▸ **Material provided**:
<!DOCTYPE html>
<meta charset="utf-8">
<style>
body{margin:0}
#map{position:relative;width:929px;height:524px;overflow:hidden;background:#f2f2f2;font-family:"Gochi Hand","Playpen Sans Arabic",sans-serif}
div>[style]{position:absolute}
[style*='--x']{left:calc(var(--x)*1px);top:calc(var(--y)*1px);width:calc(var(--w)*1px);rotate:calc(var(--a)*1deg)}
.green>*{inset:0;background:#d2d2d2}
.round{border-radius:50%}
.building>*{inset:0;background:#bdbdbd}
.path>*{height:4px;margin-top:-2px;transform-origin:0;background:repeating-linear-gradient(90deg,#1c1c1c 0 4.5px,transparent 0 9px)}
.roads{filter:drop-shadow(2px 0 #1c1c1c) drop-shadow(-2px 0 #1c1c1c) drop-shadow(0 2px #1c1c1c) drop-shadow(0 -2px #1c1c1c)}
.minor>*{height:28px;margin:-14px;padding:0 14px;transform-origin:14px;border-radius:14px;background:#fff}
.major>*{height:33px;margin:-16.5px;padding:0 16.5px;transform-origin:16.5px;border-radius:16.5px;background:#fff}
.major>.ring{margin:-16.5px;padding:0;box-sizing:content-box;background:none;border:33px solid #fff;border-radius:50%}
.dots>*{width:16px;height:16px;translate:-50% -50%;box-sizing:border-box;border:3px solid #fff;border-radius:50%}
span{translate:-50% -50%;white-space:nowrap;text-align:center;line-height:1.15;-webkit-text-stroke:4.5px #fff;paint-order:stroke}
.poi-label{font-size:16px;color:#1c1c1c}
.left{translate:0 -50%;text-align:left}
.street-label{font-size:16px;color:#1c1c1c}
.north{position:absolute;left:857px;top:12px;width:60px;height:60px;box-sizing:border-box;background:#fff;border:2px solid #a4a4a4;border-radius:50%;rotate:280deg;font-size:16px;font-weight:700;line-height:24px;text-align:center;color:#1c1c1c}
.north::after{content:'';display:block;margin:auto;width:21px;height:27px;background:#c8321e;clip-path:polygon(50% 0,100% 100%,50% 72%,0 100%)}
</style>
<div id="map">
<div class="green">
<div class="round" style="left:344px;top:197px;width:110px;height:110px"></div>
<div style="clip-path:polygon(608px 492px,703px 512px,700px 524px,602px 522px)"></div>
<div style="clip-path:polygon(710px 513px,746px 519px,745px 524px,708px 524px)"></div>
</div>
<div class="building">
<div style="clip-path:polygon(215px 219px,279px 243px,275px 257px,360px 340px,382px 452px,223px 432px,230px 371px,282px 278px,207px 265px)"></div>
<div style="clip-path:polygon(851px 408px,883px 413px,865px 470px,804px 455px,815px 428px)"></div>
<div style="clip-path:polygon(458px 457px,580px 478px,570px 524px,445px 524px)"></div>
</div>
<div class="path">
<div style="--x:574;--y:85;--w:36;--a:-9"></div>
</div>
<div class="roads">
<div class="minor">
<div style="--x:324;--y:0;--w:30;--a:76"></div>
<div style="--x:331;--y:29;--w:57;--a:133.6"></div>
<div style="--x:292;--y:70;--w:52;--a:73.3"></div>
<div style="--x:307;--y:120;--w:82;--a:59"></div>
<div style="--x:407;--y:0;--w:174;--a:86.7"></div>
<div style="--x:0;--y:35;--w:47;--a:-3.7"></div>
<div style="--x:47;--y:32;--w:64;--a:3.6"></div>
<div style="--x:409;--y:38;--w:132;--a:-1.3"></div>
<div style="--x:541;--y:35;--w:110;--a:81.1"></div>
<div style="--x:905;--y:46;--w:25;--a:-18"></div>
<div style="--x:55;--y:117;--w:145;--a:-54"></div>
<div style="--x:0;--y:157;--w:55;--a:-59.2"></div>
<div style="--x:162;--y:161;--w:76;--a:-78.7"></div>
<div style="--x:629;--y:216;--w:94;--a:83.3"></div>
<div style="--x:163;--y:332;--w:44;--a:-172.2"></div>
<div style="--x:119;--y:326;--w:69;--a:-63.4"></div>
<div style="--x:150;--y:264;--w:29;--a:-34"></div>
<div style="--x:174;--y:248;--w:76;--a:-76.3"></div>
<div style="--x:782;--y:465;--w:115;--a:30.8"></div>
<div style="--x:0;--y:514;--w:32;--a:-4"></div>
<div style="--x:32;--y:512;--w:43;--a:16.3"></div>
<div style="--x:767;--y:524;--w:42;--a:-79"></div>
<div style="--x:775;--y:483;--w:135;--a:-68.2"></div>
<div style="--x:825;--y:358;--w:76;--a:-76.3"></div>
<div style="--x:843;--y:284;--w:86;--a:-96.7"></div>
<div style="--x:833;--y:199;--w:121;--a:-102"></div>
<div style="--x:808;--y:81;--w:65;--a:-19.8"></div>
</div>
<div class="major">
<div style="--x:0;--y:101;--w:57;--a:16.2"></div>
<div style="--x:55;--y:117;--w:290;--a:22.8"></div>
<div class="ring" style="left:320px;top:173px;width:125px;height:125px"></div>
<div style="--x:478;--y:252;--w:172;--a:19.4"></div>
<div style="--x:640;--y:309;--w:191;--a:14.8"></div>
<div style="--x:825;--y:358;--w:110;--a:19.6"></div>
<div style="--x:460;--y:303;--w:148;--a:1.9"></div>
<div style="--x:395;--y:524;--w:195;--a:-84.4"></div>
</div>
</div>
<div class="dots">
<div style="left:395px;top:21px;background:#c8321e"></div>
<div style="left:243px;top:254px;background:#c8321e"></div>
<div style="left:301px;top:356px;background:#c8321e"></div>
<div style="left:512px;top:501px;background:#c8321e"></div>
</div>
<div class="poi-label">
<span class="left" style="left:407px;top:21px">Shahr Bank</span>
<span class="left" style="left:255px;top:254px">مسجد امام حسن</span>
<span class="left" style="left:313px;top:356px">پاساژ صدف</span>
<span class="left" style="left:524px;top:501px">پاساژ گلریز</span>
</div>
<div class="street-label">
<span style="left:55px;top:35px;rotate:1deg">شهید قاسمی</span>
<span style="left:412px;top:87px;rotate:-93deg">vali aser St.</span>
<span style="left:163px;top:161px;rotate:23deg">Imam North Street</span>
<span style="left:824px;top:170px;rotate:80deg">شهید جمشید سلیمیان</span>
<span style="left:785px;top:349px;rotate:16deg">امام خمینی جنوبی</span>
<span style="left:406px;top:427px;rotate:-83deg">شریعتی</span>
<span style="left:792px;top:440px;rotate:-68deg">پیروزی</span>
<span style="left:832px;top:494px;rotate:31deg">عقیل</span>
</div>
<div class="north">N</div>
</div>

▸ **Aim of the task**:
Only the lines containing "امام" are needed; pull them out of the listing.

▸ **Solution to this exercise**:
<span class="left" style="left:255px;top:254px">مسجد امام حسن</span>
<span style="left:785px;top:349px;rotate:16deg">امام خمینی جنوبی</span>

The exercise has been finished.